Losing your car keys can be an inconvenience, but unfortunately it’s quite a common occurrence. In fact, according to research conducted by the RAC, millions of drivers regularly forget where they have put their car keys and can spend an average of two minutes and 10 seconds looking for them every day. This can be frustrating, especially because it’s likely that you only realise they’re missing when you need to use the car.
The survey also revealed that lost keys can cost motorists around £180m a year, and this is why it may be a good idea to have key protection insurance. Sometimes, this may be included as standard, but in some cases you could have to pay extra depending on your insurer and what they cover. For example, Age Co offers key protection insurance as standard up to a value of £500, but if you wanted to add the additional cover, you could be protected up to £1,500 and would also recover the cost of the excess.
While you may have a spare key somewhere, it’s important to try and find the original to rule out the chance of your vehicle being stolen.

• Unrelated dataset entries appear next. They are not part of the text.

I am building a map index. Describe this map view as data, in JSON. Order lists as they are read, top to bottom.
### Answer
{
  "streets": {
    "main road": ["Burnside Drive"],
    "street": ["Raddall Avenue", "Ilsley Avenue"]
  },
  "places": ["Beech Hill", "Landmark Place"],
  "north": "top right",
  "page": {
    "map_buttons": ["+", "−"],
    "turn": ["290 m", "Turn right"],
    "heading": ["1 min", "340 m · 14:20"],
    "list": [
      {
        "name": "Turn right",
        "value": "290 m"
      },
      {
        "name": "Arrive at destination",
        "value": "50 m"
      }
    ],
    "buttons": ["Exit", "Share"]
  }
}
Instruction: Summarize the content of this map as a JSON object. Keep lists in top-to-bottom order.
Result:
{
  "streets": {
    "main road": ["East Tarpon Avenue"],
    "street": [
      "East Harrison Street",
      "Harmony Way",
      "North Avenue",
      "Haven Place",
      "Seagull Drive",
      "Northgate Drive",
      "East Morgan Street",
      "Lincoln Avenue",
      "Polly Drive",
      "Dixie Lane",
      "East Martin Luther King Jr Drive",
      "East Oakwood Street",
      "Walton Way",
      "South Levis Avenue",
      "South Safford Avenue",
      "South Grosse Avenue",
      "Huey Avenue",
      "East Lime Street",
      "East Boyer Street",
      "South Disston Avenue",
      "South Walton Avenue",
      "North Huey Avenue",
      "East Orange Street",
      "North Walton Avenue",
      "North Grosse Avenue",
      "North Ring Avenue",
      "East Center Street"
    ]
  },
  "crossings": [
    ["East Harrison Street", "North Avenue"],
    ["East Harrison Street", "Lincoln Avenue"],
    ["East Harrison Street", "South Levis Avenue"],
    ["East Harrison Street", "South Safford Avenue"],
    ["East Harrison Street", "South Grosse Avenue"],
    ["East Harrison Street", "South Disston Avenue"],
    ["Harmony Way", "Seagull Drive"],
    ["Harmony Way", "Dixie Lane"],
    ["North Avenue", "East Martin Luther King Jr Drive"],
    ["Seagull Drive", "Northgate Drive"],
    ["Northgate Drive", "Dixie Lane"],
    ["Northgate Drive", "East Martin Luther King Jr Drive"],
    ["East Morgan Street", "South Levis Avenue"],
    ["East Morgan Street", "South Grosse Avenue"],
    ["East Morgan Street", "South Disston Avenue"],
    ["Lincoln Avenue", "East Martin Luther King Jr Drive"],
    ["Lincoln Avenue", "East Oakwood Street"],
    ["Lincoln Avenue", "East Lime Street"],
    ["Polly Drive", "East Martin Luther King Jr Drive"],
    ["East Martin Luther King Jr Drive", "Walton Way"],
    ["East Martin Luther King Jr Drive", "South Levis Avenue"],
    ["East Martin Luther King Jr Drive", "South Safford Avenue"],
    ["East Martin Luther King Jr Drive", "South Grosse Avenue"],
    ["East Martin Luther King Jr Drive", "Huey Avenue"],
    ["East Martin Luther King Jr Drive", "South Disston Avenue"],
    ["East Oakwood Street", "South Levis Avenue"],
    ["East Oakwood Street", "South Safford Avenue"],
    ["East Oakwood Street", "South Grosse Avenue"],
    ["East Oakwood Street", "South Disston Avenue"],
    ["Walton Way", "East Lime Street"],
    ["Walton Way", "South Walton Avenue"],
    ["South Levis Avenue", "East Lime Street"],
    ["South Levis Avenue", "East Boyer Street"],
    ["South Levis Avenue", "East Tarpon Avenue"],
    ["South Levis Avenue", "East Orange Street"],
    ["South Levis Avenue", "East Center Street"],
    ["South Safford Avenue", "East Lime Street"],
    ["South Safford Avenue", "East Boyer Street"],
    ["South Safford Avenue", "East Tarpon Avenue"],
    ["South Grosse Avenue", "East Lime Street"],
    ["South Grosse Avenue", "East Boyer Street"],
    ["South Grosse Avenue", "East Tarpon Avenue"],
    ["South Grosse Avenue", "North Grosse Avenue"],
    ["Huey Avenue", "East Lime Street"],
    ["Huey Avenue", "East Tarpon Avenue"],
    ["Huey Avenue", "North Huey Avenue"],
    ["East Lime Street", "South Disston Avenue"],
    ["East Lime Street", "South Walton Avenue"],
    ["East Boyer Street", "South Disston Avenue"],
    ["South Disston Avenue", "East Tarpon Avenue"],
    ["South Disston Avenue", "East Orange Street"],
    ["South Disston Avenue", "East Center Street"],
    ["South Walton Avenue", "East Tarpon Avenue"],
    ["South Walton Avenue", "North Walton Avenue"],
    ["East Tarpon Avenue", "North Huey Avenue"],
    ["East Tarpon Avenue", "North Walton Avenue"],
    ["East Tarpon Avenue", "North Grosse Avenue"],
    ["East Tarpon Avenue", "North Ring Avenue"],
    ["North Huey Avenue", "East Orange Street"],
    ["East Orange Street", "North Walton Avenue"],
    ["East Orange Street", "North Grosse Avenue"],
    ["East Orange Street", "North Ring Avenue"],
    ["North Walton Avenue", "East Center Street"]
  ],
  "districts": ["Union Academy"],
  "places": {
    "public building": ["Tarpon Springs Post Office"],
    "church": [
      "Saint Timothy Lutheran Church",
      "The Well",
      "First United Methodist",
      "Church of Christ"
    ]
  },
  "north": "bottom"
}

But where do you start when looking for lost car keys, and, if you can’t find them, is it possible to get a replacement made without the original key?
The first thing to do when trying to find your car keys is to retrace your steps. You should think about where you’ve been and what you’ve done recently. These thoughts could give you a clue as to where your keys are. Perhaps, for example, you got home and took the bins round to the back of the house, or you got chatting to a neighbour and put the keys in your pocket.
Once you’ve retraced your steps, you should check the places they’re most likely to be. This could include:
Think about when you last used your car
During lockdown, most people are driving their cars less frequently than usual. While this means you could run into issues with your car, such as low battery, it also means that you could misplace your car keys without realising for some time that they’re missing. To help you find them, think back to when you last used your car and what you did that day.
Search the most cluttered places
According to a study by the University of Aberdeen, people tend to search for things in the least cluttered places. A quick glance at a tidy workspace or table shows us that the object isn’t there. However, you should also search the most cluttered places, being sure to check underneath other objects
If you haven’t seen the car keys or moved them yourself, it’s likely that another household member has. You should ask if they have seen them or perhaps moved them somewhere. It’s often the case that they remember seeing them somewhere you hadn’t thought of.
It would be so much easier to track your car keys so that when you lose them, they can be found much faster.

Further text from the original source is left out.